Malice
Page 10
His jaw was set. Rock hard. Eyes as steady as his voice. The cop. Cold. Distant. Had seen it all. “Anything else you remember?”
“Only that she was sorry,” she said in a moment of bare, honest-to-the-bone truth. “For hurting you.”
He looked at Shana as if she were yanking his chain again.
Who could blame the guy?
“I’m serious, Rick. She loathed herself for what she referred to as ‘her curse,’ her need to throw away all that was good in her life. Yeah, she was self-centered and vain, but deep down there was a very good person. In her own weird way, Jennifer loved you. A lot.”
CHAPTER 9
That day Bentz saw Jennifer for the first time in L.A.
After leaving Shana’s Beverly Hills estate he’d driven southwest, deciding to find Figueroa Street and satisfy his own morbid curiosity.
He was still mentally digesting everything he’d learned from Shana, trying to cull the facts from the fiction, or at least from Shana’s very slanted view of things, as he wended his way through the early afternoon traffic. One thing was clear from his meeting with Shana McIntyre; the pictures of Jennifer had unsettled her. No way had Shana faked her reaction. That had to mean something.

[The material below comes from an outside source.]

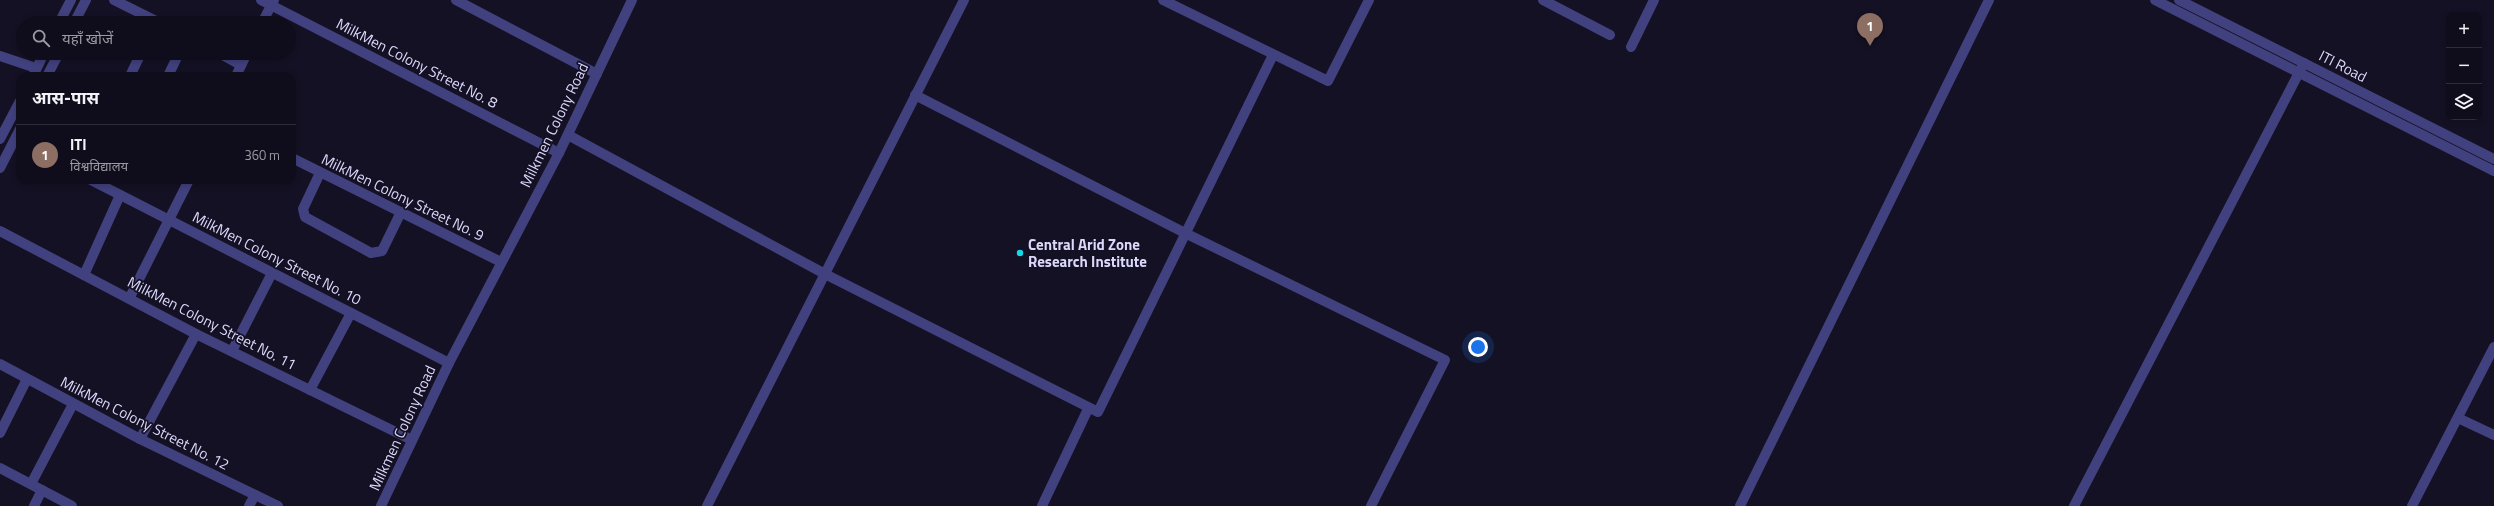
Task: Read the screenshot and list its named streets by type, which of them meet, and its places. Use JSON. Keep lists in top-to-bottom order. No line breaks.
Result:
{"streets":{"street":["MilkMen Colony Street No. 8","ITI Road","Milkmen Colony Road","MilkMen Colony Street No. 9","MilkMen Colony Street No. 10","MilkMen Colony Street No. 11","MilkMen Colony Street No. 12"]},"crossings":[["MilkMen Colony Street No. 8","Milkmen Colony Road"],["Milkmen Colony Road","MilkMen Colony Street No. 9"],["Milkmen Colony Road","MilkMen Colony Street No. 10"],["Milkmen Colony Road","MilkMen Colony Street No. 11"]],"places":["Central Arid Zone Research Institute"],"page":{"map_buttons":["+","−"],"pins":"1","search":"यहाँ खोजें","heading":"आस-पास","list":[{"mark":"1","name":"ITI","note":"विश्वविद्यालय","value":"360 m"}]}}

And in her catty way she’d reminded him to check out Alan Gray, the man Jennifer had professed to love.
For a while.
A developer who had made his money in the seventies and eighties, long before the recently stalled economy, Alan Gray had been in and out of Jennifer’s life. Bentz reminded himself to look the mogul up and see what good old Alan was doing these days. He would be in his late fifties or early sixties by now, possibly retired.
Bentz would check.
Squinting against the bright sun, he flipped down his visor and spotted several motels that could well have been one of the spots where Jennifer and James had met for their trysts. Unfortunately, there would be no records to prove that any of the stucco-faced buildings had been the private spot where they had met.
And so what if they had?
It had been over twelve years.
In that span of time places had changed hands, old buildings torn down and new ones sprouting up. He was just about to turn toward Culver City when he caught a glimpse of a slim, dark-haired woman in a yellow sundress and dark glasses standing at a bus stop.
So what? he thought initially. But as he drove past, he saw her profile and his heart stopped. The nose and chin…the way she held her purse as she stood near a bench, her eyes trained down the street where the approaching bus lumbered and belched blue smoke. She lifted one hand to her forehead, shading her eyes even further.

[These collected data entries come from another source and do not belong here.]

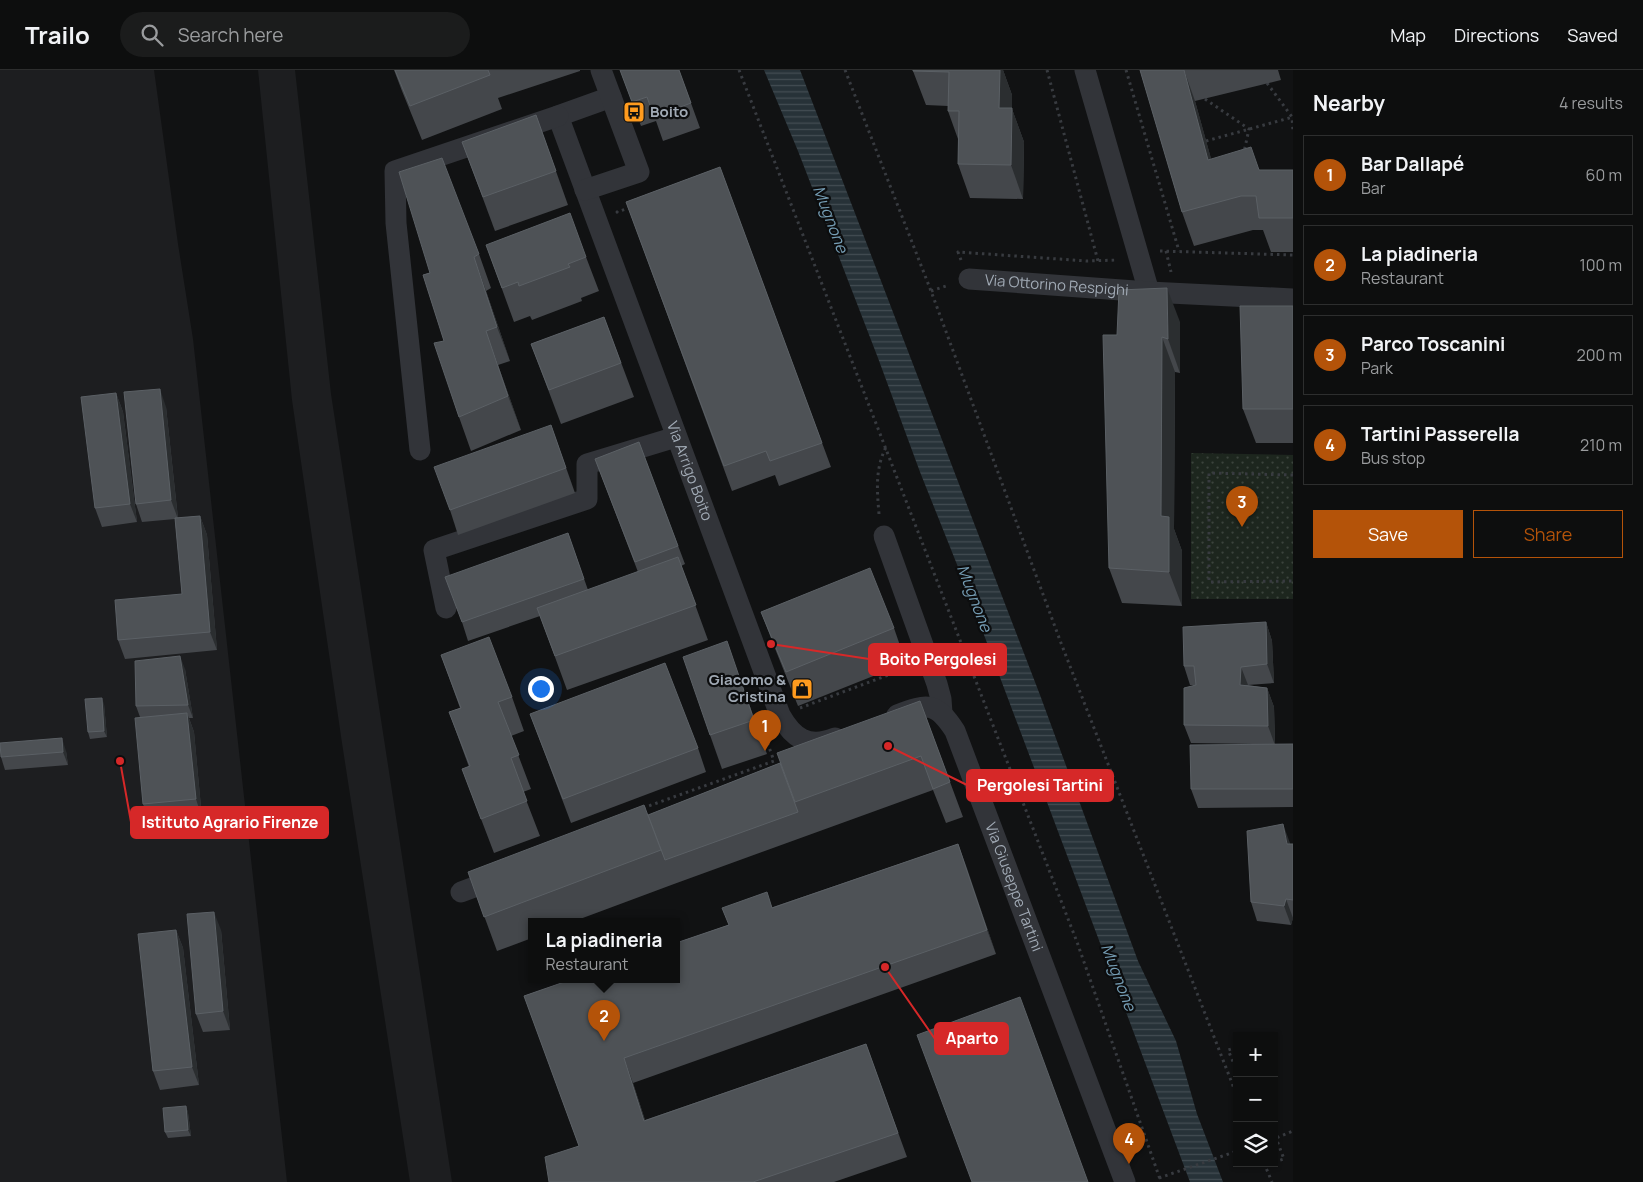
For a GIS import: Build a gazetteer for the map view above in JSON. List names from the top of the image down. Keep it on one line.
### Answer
{"streets":{"street":["Via Ottorino Respighi","Via Arrigo Boito","Via Giuseppe Tartini"]},"water":["Mugnone"],"places":{"bus stop":["Boito"],"other":["Boito Pergolesi","Pergolesi Tartini","Istituto Agrario Firenze","Aparto"],"shop":["Giacomo & Cristina"]},"page":{"header":"Trailo","search":"Search here","nav":["Map","Directions","Saved"],"heading":["Nearby","4 results"],"list":[{"mark":"1","name":"Bar Dallapé","note":"Bar","value":"60 m"},{"mark":"2","name":"La piadineria","note":"Restaurant","value":"100 m"},{"mark":"3","name":"Parco Toscanini","note":"Park","value":"200 m"},{"mark":"4","name":"Tartini Passerella","note":"Bus stop","value":"210 m"}],"pins":["3","1","2","4"],"buttons":["Save","Share"],"popup":["La piadineria","Restaurant"],"map_buttons":["+","−"]}}
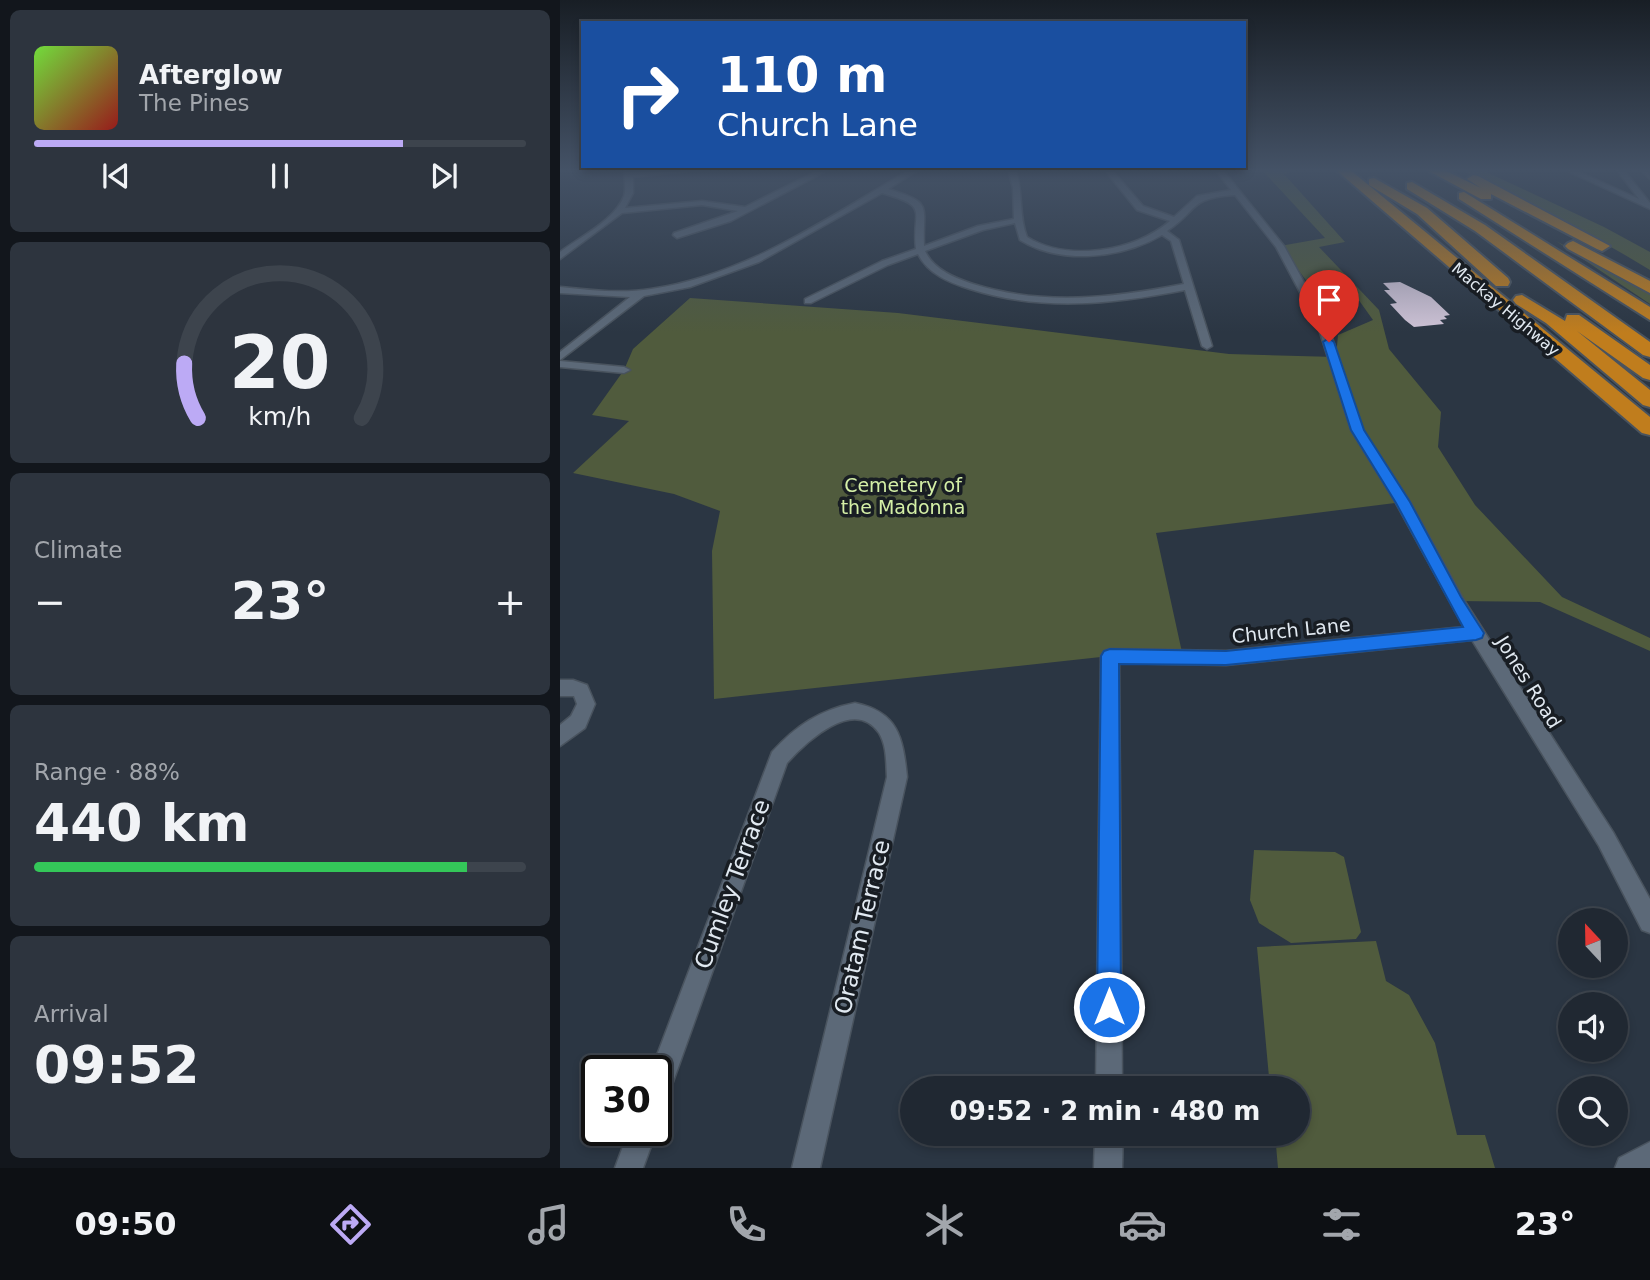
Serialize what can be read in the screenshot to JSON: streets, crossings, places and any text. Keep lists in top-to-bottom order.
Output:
{
  "streets": {
    "highway": ["Mackay Highway"],
    "street": [
      "Church Lane",
      "Jones Road",
      "Cumley Terrace",
      "Oratam Terrace"
    ]
  },
  "crossings": [
    ["Church Lane", "Jones Road"],
    ["Cumley Terrace", "Oratam Terrace"]
  ],
  "parks": ["Cemetery of the Madonna"],
  "north": "top",
  "page": {
    "turn": ["110 m", "Church Lane"],
    "song": ["Afterglow", "The Pines"],
    "tile": [
      "Climate",
      ["Range · 88%", "440 km"],
      ["Arrival", "09:52"]
    ],
    "heat": ["−", "23°", "+"],
    "limit": "30",
    "trip": "09:52 · 2 min · 480 m",
    "tabs": ["09:50", "23°"],
    "gauge": ["20", "km/h"]
  }
}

Just as Jennifer had always done.
Shana’s words rushed back to him: “In her own weird way, Jennifer loved you.” He’d been stunned then and was still.
This is crazy, his mind warned. It’s not her. You know it’s not Jennifer. Power of suggestion, that’s all it is!
With one eye on his rearview mirror and the other trained ahead, he searched for a parking space as the bus slowed to a stop.
“Oh, hell.” Gunning his car into a parking lot for a strip mall he nosed his rental into the first available space, an area that warned that the lot was for customers only. The doors to the bus were open. Two teenaged boys plugged into iPods laughed and pushed each other as they hauled their skateboards onto the bus.
Bentz threw himself out of the car and hitched his way across the street.
She was gone.
The woman in the yellow dress was nowhere to be seen.
The doors of the bus closed and the driver turned on the flashers to signal that she was heading into traffic.
“No!” Bentz pushed into the street, his bad leg aching as he hobbled after the city vehicle. He reached the stop just as the bus rumbled noisily away.
Was she aboard?
As it pulled away from the curb, Bentz stared through the dusty windows. He scanned the face of every passenger he could see, but recognized no one. There wasn’t anyone remotely resembling his ex-wife.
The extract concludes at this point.